Exercise input:
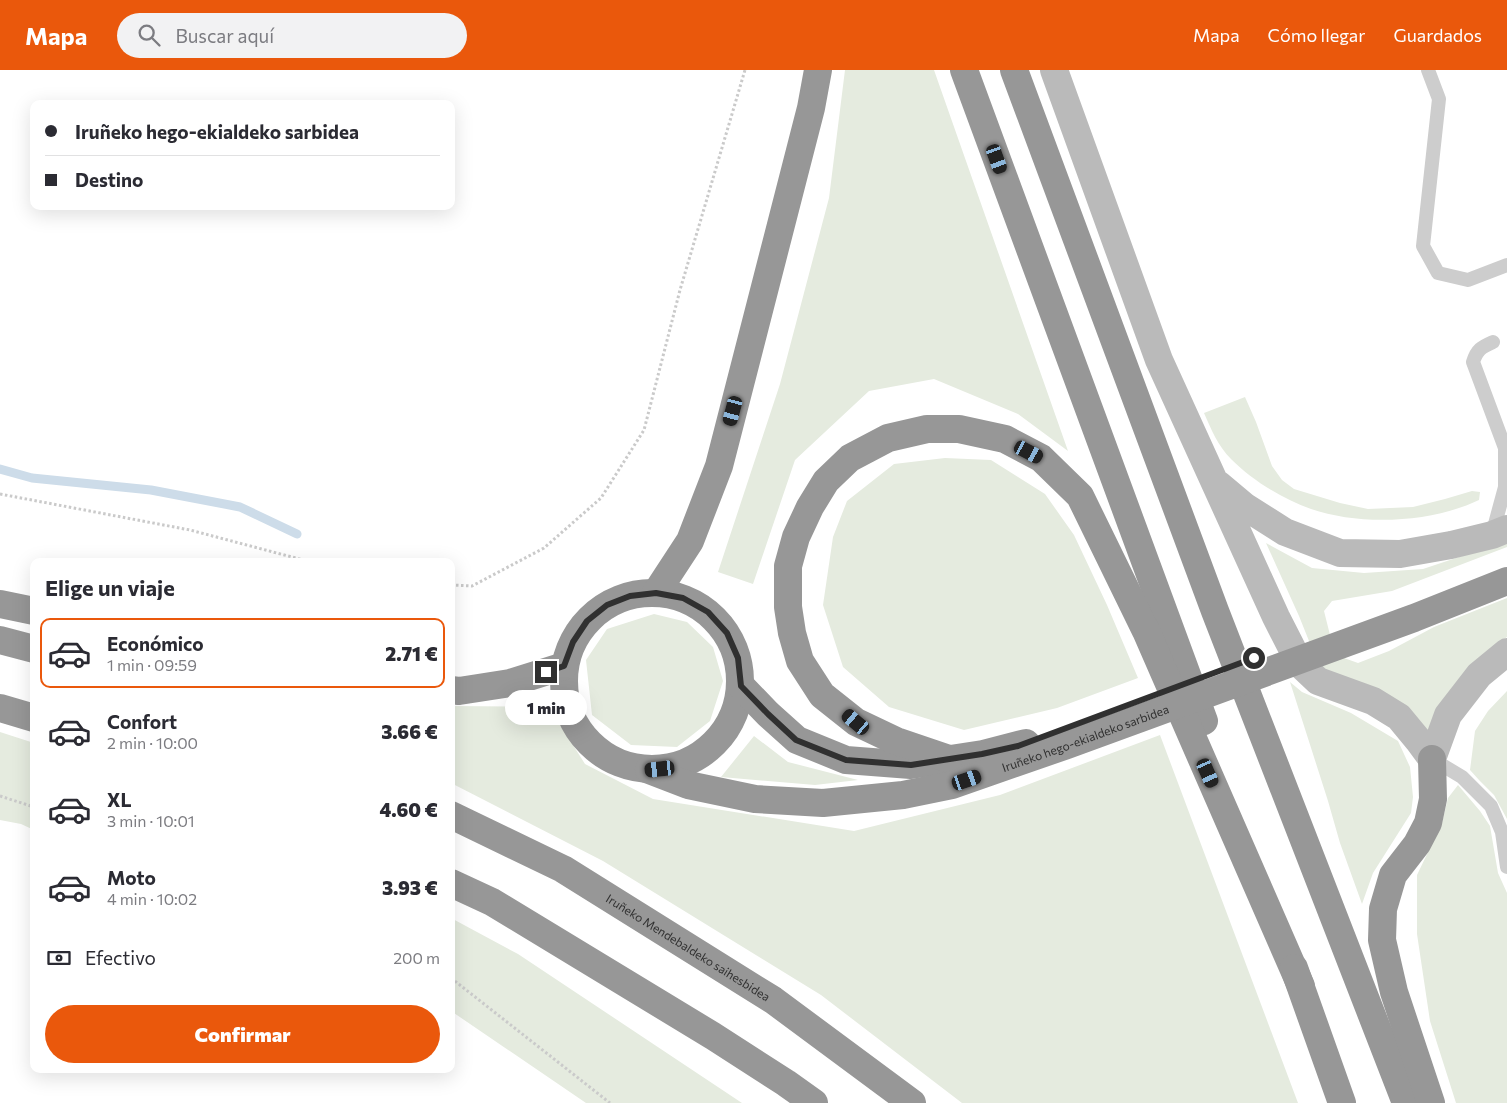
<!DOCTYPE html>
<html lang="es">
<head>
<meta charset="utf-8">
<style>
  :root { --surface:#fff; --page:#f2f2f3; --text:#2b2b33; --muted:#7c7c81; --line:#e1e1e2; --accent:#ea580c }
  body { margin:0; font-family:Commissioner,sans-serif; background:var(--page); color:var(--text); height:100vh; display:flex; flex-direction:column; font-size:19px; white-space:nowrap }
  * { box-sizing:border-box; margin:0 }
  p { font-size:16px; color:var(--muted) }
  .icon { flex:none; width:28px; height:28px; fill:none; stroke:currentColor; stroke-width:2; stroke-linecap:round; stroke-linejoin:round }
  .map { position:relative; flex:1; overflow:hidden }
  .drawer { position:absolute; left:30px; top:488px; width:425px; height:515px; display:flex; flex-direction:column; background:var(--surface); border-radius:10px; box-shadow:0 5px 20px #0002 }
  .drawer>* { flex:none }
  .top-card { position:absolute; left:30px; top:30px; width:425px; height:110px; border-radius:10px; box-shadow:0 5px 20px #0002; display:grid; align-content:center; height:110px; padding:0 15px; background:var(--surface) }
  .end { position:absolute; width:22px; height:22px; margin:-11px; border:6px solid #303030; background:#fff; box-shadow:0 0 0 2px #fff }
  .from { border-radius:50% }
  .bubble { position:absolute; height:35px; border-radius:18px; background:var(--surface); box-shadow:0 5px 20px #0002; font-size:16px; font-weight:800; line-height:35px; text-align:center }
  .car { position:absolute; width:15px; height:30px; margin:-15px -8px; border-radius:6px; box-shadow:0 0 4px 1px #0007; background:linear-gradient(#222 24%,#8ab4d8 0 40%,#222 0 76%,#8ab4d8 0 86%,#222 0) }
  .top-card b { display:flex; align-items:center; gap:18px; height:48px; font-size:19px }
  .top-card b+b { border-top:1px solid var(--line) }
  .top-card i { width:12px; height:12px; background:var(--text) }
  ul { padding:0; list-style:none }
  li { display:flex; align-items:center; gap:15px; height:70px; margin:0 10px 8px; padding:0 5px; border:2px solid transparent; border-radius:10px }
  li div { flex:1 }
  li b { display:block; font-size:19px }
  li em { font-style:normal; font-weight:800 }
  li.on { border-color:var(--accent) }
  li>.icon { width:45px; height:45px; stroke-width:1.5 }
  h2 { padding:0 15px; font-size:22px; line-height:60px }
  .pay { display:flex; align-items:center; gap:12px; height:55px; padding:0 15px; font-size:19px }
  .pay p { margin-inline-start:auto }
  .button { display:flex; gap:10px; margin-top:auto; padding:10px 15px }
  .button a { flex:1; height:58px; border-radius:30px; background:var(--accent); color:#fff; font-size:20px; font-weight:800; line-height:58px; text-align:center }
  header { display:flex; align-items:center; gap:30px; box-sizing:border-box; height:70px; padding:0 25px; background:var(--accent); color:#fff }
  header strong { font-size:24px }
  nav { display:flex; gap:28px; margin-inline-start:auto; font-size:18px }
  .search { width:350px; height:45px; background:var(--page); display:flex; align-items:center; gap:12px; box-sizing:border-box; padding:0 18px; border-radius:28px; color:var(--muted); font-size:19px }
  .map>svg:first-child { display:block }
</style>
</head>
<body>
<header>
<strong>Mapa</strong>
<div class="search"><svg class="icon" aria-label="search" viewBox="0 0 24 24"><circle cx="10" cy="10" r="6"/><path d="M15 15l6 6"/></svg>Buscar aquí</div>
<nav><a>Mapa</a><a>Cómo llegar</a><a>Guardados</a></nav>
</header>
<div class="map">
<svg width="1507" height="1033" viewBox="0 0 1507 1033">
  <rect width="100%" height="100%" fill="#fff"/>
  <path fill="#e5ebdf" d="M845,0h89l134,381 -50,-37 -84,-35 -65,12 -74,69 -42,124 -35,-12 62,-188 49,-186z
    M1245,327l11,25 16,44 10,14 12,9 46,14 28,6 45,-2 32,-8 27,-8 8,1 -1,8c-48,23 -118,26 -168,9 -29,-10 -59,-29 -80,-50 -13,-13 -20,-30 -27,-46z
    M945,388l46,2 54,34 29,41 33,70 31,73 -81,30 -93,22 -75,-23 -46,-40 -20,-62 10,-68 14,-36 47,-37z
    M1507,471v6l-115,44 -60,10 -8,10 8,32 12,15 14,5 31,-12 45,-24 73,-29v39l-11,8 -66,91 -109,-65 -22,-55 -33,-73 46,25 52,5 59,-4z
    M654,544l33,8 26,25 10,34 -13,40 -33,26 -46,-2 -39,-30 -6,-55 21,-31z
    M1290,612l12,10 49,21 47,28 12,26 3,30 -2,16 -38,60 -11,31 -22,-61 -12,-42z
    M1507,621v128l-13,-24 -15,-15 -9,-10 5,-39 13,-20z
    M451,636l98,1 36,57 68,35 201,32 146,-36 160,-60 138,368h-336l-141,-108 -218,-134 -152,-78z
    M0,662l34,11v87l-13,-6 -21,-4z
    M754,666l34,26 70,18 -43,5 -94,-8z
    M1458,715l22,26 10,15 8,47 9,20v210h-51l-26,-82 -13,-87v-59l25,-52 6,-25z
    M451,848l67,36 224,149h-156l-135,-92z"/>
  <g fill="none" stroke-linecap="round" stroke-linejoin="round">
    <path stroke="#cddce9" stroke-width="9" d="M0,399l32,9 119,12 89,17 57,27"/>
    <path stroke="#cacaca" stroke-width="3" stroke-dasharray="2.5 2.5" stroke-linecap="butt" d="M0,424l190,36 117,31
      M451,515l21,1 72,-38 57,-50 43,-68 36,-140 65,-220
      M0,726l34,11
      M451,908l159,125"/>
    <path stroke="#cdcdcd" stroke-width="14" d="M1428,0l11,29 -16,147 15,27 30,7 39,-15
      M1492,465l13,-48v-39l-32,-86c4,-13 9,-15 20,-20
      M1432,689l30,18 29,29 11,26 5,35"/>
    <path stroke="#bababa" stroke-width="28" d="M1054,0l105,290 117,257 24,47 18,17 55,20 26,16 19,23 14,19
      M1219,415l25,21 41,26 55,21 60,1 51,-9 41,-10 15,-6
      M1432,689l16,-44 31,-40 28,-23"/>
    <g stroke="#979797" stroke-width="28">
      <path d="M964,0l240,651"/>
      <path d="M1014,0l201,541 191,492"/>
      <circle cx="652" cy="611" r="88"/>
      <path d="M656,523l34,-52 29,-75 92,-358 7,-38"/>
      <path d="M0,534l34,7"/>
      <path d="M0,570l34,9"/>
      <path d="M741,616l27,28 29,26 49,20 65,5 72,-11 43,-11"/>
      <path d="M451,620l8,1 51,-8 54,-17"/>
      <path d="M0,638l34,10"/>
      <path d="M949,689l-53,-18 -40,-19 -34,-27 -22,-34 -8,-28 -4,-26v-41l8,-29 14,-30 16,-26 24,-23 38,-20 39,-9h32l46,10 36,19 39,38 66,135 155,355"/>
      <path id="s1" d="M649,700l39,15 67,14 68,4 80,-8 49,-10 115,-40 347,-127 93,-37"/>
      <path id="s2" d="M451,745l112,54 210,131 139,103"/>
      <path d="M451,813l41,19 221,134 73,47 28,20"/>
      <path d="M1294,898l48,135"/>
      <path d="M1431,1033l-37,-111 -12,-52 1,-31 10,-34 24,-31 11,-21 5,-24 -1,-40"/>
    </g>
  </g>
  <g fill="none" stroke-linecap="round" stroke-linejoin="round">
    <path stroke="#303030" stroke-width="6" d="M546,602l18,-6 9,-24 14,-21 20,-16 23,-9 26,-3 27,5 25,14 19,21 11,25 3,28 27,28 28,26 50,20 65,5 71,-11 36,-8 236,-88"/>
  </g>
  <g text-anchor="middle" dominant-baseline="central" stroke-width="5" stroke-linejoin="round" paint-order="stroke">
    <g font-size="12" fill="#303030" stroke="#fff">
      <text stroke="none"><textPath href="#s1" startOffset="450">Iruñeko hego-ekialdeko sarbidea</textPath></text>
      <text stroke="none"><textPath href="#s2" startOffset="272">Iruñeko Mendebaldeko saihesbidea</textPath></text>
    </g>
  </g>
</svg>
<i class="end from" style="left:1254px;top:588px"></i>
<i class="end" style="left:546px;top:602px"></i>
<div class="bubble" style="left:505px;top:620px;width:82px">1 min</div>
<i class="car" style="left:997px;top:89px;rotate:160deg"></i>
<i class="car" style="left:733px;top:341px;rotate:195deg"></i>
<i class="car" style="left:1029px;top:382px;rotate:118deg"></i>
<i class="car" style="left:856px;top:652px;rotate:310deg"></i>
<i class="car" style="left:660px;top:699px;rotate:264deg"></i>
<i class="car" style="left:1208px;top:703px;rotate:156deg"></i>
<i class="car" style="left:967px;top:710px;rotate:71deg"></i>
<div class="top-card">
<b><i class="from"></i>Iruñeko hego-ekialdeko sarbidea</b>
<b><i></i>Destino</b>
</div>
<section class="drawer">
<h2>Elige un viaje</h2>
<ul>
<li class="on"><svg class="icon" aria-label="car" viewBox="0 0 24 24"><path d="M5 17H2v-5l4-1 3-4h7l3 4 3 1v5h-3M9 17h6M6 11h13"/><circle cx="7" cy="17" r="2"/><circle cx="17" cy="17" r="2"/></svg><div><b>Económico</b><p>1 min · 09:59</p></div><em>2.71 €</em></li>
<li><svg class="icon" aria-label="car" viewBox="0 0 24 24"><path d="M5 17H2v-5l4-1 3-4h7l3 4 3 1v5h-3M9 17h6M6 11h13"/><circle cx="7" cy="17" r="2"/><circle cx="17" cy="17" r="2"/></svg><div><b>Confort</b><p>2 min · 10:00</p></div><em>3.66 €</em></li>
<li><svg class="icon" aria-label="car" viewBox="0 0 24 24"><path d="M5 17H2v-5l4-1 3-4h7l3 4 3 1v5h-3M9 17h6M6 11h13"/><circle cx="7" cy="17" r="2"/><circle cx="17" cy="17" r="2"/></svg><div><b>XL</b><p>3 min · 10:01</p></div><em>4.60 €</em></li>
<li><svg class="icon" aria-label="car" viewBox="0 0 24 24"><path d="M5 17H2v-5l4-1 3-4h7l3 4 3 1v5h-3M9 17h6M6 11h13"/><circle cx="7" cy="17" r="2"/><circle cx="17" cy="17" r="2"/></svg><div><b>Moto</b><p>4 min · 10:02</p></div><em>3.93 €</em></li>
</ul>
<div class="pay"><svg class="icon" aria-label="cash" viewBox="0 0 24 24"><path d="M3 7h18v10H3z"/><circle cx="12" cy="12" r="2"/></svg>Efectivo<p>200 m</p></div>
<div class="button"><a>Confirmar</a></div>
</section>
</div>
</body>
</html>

What the task asks:
The expected answer is every line in the data above that carries the string "Iruñeko".

Exercise output:
      <text stroke="none"><textPath href="#s1" startOffset="450">Iruñeko hego-ekialdeko sarbidea</textPath></text>
      <text stroke="none"><textPath href="#s2" startOffset="272">Iruñeko Mendebaldeko saihesbidea</textPath></text>
<b><i class="from"></i>Iruñeko hego-ekialdeko sarbidea</b>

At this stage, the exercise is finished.